Task to complete >>
Return exactly the listing's lines, from its first line to the line holding "position:relative; height:789px; overflow:hidden", ends included.

Data for the task >>
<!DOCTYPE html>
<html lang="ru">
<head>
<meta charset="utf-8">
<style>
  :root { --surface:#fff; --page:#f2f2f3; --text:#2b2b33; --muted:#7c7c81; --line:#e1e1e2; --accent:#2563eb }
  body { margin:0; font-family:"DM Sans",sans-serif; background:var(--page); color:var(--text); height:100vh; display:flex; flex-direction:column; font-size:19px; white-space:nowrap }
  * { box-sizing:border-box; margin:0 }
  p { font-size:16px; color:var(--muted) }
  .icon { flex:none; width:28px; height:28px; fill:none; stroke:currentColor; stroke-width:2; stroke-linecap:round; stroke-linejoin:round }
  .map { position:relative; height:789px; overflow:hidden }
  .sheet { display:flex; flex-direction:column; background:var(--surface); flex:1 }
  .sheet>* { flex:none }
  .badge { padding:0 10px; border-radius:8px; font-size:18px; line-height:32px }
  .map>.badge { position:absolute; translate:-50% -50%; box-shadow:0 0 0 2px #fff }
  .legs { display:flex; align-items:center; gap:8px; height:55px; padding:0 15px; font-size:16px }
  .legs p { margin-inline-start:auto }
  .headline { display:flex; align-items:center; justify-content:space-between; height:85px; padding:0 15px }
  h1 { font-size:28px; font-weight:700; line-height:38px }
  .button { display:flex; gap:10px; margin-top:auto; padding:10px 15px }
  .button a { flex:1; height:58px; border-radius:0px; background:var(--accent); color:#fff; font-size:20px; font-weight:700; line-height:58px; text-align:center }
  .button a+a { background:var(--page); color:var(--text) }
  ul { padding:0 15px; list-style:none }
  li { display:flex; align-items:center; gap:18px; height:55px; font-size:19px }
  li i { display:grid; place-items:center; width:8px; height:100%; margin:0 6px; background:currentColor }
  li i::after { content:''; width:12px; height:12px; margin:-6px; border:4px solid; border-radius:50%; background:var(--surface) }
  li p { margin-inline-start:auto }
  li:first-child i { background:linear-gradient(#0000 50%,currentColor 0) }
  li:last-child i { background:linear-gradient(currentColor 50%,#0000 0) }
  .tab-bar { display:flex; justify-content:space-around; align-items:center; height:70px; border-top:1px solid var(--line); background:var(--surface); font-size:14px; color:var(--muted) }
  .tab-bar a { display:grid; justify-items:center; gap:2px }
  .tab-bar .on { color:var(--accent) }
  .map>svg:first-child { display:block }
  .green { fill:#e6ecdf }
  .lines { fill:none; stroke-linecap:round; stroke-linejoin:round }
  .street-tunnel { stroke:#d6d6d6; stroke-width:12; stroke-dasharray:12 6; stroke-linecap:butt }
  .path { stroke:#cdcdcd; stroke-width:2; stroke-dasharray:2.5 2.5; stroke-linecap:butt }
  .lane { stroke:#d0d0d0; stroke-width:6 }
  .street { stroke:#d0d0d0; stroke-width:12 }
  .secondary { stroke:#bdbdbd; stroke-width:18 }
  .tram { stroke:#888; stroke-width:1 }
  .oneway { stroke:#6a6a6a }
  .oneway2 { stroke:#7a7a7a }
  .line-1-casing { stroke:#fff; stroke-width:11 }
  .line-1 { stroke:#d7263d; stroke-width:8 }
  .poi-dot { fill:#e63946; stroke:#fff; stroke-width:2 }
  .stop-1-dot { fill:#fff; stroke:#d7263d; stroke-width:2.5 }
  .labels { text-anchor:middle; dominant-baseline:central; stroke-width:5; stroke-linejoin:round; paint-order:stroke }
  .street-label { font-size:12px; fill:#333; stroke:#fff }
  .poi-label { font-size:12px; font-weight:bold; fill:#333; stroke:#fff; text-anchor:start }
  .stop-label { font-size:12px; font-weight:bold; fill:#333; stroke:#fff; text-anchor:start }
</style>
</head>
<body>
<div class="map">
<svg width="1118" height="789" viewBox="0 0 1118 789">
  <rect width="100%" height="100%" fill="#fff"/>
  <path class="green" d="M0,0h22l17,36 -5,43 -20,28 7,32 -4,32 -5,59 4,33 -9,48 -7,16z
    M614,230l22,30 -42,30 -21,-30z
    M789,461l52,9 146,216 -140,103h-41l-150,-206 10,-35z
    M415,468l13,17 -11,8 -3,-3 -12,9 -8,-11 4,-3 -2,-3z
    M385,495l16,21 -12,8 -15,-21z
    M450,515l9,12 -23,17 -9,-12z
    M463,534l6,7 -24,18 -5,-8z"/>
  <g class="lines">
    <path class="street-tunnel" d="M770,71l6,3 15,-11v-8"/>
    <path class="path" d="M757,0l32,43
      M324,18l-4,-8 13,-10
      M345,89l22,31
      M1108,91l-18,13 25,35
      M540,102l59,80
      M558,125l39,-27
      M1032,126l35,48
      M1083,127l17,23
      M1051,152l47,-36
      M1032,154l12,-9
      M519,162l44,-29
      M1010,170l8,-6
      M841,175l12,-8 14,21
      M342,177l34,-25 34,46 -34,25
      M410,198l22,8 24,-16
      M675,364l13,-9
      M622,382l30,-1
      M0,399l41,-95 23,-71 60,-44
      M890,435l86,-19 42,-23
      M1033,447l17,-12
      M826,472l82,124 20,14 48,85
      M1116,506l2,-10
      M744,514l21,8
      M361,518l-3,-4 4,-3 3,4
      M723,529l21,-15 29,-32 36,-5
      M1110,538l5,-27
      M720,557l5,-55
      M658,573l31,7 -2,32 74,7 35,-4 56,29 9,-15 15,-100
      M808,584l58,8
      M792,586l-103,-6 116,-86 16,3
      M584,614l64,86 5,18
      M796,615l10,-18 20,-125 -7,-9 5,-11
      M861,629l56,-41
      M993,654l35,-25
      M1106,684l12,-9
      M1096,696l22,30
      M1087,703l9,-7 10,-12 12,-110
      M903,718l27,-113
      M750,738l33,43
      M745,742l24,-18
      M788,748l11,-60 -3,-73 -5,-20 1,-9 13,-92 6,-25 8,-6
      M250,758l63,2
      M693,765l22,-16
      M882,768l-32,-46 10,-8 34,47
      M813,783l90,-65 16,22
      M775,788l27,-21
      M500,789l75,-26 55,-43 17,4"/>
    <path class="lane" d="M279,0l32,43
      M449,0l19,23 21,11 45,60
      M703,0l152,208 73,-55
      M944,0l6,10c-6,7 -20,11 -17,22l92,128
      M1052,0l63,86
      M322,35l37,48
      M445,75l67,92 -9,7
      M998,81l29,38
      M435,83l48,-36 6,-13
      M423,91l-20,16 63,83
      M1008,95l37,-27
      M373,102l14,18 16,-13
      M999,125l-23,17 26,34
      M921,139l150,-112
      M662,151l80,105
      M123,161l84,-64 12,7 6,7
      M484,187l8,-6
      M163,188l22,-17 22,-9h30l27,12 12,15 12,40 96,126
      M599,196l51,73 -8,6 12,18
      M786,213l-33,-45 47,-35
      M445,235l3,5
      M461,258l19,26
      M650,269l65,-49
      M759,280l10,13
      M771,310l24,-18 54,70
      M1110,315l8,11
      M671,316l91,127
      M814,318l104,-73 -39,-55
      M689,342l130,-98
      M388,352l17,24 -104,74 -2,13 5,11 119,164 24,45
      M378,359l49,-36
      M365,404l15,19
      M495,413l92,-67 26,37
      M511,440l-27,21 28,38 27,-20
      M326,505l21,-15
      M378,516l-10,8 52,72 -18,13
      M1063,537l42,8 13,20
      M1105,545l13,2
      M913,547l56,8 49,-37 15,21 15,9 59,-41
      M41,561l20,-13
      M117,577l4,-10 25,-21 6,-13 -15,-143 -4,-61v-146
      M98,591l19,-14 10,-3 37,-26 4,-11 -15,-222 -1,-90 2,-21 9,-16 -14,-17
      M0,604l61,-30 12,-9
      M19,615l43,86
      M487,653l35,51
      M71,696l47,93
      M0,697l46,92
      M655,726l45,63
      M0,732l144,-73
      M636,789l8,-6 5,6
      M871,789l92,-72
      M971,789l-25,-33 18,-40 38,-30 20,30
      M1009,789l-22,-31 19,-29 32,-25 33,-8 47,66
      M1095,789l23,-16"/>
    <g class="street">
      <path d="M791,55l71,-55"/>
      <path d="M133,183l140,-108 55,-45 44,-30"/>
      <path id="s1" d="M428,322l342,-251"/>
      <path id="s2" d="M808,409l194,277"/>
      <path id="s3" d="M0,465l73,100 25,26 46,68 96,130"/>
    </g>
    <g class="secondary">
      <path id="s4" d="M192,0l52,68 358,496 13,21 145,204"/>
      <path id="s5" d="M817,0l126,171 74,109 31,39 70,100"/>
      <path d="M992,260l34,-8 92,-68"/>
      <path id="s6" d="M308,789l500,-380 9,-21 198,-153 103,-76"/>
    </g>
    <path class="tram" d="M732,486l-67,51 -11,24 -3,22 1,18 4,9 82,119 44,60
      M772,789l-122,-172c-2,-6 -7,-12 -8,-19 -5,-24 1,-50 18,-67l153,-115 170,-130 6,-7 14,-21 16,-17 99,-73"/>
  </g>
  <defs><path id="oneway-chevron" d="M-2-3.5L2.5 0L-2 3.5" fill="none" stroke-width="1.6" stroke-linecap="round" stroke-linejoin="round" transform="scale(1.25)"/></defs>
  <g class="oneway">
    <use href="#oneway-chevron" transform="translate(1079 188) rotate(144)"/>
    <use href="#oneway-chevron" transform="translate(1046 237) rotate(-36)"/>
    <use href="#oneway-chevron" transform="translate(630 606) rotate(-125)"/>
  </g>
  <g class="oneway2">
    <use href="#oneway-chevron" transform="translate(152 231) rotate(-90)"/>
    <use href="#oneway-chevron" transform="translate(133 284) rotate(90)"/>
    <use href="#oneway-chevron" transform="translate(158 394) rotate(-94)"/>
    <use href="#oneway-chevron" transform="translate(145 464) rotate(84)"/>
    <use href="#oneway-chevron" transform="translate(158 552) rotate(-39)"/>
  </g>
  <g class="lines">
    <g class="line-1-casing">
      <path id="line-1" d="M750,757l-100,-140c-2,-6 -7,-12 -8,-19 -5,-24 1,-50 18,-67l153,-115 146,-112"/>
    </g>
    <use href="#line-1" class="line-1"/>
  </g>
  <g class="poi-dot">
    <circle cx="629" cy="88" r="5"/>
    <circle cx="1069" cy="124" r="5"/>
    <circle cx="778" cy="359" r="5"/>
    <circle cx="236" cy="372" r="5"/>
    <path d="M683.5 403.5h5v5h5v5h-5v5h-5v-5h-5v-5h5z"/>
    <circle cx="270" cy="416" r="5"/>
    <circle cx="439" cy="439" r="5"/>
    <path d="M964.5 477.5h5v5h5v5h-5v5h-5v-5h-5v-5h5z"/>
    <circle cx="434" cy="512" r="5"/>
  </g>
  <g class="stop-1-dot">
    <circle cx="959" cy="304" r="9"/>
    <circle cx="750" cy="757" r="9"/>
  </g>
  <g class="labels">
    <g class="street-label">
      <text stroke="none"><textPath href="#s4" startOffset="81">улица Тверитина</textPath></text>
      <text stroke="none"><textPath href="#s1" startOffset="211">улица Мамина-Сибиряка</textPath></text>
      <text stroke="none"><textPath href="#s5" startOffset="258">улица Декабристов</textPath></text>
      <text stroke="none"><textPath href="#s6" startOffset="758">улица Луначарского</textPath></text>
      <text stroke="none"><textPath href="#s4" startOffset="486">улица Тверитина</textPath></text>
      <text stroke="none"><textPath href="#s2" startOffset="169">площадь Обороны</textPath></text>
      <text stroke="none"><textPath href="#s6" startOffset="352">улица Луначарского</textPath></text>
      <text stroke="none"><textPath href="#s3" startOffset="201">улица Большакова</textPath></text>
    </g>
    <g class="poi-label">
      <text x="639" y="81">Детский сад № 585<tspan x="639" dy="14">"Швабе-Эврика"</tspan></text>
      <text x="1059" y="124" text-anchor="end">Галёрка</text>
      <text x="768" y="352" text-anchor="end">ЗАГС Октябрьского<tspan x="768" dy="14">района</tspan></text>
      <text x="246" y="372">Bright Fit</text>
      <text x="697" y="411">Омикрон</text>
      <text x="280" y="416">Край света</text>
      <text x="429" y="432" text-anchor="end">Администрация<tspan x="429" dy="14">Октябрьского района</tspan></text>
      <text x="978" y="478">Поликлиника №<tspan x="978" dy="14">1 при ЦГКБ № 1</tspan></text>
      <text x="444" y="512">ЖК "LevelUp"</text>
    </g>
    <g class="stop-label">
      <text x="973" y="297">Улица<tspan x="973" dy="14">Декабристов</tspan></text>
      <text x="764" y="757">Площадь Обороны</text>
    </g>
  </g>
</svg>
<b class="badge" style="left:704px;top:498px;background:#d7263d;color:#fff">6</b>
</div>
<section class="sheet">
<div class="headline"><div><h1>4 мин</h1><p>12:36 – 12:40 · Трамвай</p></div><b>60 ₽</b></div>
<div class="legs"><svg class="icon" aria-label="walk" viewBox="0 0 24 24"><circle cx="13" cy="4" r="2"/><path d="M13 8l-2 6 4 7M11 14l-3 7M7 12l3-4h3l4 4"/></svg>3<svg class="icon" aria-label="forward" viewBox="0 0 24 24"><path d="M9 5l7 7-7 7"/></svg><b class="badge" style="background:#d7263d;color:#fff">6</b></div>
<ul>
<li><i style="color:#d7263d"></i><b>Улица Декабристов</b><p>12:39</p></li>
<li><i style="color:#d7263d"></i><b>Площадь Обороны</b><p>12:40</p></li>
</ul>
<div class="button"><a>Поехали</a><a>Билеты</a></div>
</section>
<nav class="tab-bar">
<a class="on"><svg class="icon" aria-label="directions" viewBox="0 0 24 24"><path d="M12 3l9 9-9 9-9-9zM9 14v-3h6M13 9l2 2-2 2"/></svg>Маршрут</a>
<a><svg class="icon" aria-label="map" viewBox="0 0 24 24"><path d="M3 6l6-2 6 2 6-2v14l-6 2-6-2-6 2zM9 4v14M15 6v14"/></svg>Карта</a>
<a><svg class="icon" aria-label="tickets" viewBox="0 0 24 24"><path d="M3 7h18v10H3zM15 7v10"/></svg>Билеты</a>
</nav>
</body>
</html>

Result >>
<!DOCTYPE html>
<html lang="ru">
<head>
<meta charset="utf-8">
<style>
  :root { --surface:#fff; --page:#f2f2f3; --text:#2b2b33; --muted:#7c7c81; --line:#e1e1e2; --accent:#2563eb }
  body { margin:0; font-family:"DM Sans",sans-serif; background:var(--page); color:var(--text); height:100vh; display:flex; flex-direction:column; font-size:19px; white-space:nowrap }
  * { box-sizing:border-box; margin:0 }
  p { font-size:16px; color:var(--muted) }
  .icon { flex:none; width:28px; height:28px; fill:none; stroke:currentColor; stroke-width:2; stroke-linecap:round; stroke-linejoin:round }
  .map { position:relative; height:789px; overflow:hidden }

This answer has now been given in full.